• [Activity]:
Your job is to report every line of the entries that has "Trevino".

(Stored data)
_ _ _

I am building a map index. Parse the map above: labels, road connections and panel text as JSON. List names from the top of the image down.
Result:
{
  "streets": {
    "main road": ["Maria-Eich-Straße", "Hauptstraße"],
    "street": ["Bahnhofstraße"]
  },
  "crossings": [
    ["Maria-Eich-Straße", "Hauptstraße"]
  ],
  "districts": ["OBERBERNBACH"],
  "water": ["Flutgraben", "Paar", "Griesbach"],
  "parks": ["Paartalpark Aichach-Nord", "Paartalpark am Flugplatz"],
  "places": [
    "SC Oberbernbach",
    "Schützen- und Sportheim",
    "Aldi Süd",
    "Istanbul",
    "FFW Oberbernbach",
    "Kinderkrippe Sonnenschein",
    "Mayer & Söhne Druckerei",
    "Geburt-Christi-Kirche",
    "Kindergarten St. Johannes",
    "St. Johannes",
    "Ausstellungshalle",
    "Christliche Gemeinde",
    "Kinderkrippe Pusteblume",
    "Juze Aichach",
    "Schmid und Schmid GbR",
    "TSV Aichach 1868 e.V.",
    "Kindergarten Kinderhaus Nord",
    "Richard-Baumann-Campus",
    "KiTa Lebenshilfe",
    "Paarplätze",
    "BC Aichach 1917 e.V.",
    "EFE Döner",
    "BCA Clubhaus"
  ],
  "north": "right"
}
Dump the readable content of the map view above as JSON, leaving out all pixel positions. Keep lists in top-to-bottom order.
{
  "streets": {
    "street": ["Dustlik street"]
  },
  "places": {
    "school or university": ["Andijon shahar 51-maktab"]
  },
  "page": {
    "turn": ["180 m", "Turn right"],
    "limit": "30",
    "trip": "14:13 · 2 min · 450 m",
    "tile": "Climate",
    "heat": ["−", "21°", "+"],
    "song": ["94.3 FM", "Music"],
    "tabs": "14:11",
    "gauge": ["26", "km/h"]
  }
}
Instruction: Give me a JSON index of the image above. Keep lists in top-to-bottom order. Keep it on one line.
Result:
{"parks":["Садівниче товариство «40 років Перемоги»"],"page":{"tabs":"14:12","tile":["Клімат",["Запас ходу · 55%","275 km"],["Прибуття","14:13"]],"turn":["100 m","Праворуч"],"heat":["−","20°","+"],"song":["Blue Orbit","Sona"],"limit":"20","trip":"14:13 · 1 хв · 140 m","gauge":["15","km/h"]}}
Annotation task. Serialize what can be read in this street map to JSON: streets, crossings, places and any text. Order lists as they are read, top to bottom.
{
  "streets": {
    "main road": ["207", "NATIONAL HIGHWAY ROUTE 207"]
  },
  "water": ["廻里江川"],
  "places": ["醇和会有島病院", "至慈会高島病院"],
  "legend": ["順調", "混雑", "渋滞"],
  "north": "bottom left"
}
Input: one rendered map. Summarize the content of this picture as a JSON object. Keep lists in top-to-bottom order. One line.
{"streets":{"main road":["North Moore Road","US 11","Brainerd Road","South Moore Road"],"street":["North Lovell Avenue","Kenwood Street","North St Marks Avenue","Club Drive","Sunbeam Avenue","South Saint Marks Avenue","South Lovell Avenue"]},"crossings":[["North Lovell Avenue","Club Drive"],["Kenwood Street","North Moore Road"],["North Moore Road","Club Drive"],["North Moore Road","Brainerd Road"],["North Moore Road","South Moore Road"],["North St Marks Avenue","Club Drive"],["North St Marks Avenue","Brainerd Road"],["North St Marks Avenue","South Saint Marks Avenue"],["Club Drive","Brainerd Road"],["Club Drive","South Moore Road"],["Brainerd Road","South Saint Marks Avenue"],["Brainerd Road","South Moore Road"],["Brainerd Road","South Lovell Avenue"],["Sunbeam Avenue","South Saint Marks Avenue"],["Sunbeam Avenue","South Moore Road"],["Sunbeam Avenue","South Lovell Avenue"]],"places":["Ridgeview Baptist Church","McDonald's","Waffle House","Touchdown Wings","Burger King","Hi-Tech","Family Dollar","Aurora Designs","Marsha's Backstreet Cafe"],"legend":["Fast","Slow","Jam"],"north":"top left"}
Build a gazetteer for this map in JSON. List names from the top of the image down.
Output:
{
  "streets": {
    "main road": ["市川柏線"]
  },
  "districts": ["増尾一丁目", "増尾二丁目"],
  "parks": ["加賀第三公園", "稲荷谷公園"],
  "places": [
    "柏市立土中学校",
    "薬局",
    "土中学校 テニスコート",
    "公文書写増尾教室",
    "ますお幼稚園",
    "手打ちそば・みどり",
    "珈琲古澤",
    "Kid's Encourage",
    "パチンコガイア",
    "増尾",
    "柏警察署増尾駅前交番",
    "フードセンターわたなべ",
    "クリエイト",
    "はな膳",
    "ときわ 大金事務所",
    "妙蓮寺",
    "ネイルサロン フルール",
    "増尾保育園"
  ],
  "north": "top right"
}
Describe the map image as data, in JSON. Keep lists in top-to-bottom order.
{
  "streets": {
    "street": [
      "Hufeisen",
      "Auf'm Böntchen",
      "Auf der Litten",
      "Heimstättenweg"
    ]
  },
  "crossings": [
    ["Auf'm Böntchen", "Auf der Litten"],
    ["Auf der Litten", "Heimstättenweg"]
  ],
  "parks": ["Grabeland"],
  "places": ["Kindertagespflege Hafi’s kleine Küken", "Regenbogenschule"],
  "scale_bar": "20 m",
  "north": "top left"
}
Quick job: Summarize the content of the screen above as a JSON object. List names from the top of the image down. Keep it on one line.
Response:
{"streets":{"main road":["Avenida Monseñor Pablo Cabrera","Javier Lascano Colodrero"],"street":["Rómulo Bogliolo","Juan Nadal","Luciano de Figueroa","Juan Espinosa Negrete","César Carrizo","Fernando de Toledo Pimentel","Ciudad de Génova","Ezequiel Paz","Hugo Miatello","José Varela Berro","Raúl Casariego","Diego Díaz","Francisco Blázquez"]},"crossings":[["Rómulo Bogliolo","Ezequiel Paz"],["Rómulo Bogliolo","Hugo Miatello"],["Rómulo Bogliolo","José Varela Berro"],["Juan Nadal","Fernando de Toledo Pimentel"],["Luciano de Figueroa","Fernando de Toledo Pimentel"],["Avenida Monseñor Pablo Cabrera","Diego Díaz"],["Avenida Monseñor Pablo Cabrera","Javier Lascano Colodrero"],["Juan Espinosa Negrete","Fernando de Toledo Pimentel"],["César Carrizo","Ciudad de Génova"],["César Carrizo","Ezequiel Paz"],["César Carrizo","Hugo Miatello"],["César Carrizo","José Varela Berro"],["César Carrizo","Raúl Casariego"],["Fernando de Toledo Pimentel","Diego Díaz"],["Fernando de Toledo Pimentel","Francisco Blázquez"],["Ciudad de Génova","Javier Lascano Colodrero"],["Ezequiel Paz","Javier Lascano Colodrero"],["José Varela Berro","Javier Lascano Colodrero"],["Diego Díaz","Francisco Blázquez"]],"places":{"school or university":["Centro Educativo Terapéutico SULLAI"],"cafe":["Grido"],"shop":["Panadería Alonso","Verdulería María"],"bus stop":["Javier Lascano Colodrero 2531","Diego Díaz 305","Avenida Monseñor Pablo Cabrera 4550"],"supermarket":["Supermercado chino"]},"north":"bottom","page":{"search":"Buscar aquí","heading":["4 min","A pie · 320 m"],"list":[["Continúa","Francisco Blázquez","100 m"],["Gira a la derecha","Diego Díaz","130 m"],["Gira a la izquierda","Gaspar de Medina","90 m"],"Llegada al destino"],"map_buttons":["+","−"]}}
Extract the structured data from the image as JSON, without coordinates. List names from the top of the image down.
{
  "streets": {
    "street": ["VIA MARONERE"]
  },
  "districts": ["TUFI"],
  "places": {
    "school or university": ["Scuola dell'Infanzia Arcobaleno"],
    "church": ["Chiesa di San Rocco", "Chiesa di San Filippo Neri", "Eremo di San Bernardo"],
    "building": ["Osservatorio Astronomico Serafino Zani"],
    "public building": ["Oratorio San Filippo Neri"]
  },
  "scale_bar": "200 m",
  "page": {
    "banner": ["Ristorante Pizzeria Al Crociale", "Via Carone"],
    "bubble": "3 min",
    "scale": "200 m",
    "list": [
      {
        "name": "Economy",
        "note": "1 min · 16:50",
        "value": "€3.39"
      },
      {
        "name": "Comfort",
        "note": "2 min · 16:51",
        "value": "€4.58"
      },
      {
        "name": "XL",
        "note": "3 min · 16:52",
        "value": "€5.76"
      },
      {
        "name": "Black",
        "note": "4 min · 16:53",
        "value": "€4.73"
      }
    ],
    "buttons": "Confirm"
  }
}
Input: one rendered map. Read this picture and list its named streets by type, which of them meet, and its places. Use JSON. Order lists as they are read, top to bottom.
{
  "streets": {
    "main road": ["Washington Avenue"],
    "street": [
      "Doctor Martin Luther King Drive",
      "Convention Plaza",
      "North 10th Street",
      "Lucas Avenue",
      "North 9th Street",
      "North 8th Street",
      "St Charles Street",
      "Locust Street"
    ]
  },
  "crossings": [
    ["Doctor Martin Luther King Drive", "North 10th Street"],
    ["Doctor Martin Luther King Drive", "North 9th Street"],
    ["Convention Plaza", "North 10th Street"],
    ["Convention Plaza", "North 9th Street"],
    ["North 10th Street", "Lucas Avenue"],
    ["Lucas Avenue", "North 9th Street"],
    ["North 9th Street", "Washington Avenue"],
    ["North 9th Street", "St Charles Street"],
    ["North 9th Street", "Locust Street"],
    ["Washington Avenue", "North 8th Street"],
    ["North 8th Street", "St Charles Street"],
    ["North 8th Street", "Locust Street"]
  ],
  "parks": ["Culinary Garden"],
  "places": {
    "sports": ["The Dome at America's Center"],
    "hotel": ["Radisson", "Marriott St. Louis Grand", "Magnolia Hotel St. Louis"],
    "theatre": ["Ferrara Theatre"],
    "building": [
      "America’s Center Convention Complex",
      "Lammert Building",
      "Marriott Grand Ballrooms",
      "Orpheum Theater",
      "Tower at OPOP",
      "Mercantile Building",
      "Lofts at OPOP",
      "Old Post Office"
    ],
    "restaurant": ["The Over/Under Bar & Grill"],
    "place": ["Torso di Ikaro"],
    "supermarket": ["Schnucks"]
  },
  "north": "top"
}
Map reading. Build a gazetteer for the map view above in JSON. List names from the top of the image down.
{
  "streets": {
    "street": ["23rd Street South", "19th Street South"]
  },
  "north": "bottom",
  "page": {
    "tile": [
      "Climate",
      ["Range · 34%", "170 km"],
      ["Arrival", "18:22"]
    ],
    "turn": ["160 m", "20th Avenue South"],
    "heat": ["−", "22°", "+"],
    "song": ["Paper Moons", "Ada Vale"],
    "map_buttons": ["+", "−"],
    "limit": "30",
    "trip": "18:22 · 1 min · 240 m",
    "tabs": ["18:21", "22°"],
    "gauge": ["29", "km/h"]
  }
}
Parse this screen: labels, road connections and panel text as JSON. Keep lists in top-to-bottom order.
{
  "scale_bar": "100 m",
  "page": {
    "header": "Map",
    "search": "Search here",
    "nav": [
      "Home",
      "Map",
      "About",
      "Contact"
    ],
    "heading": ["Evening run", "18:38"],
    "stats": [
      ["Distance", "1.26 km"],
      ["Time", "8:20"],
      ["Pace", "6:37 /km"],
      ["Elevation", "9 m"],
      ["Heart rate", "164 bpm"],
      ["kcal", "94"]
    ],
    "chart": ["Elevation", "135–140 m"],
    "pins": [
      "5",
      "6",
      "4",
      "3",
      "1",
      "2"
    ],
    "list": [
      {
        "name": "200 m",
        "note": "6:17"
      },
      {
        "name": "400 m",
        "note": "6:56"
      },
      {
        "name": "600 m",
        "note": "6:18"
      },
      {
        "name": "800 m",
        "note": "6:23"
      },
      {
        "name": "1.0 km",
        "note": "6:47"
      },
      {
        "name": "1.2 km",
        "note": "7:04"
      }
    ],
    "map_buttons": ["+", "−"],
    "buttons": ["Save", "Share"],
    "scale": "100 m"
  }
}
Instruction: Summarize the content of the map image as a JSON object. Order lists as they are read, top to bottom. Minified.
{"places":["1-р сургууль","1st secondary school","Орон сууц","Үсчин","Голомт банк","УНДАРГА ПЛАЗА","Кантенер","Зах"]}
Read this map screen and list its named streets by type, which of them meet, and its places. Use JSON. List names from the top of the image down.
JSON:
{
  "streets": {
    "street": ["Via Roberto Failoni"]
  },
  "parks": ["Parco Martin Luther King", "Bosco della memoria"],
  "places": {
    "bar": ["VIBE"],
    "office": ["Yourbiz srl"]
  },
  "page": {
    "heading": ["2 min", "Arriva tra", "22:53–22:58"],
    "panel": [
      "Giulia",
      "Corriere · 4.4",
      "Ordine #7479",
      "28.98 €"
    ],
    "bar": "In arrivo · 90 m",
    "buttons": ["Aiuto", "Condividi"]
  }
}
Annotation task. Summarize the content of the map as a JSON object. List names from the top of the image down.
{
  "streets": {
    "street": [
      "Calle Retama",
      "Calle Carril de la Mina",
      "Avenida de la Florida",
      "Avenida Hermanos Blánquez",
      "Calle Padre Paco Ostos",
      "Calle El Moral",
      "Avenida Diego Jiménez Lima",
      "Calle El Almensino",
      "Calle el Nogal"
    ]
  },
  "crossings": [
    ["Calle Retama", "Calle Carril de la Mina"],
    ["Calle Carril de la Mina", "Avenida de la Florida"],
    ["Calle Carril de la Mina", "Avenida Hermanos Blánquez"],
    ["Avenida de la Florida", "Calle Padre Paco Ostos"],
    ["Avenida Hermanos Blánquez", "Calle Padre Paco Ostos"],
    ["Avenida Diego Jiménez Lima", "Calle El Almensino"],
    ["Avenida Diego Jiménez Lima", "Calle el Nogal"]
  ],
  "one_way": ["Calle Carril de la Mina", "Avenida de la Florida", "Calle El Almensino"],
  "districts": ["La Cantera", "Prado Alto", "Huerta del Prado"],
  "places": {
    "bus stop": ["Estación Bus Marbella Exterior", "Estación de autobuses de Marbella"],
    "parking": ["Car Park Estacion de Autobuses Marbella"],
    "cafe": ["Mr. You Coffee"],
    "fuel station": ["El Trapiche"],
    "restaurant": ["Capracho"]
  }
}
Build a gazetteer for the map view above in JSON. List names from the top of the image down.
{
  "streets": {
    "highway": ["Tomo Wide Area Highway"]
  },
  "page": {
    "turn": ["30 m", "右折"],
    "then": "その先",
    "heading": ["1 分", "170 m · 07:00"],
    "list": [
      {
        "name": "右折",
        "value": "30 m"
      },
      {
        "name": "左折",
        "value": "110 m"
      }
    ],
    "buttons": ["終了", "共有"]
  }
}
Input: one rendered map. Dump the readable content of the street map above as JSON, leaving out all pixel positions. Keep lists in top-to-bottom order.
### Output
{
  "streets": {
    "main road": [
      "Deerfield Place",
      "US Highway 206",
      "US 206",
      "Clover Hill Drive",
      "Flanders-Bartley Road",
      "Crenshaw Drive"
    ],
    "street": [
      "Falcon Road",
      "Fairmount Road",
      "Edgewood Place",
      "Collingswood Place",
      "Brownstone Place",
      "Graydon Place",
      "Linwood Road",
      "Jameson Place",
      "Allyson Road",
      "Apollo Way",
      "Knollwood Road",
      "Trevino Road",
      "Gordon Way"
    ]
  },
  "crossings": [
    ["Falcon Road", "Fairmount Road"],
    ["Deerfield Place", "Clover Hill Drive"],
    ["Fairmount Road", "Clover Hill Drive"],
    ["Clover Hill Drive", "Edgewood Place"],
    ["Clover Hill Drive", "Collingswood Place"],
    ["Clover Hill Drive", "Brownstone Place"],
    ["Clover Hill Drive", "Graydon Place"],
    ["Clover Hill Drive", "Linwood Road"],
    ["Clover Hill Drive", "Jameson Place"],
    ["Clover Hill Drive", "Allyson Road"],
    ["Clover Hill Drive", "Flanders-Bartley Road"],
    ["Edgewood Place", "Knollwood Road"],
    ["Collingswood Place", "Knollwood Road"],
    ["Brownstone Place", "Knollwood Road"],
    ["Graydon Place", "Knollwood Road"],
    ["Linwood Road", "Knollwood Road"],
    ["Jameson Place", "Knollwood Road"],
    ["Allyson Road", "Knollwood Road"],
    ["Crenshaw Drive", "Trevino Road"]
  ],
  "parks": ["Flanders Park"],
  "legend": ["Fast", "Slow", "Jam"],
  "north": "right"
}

_ _ _

• [Problem solution]:
      "Trevino Road",
    ["Crenshaw Drive", "Trevino Road"]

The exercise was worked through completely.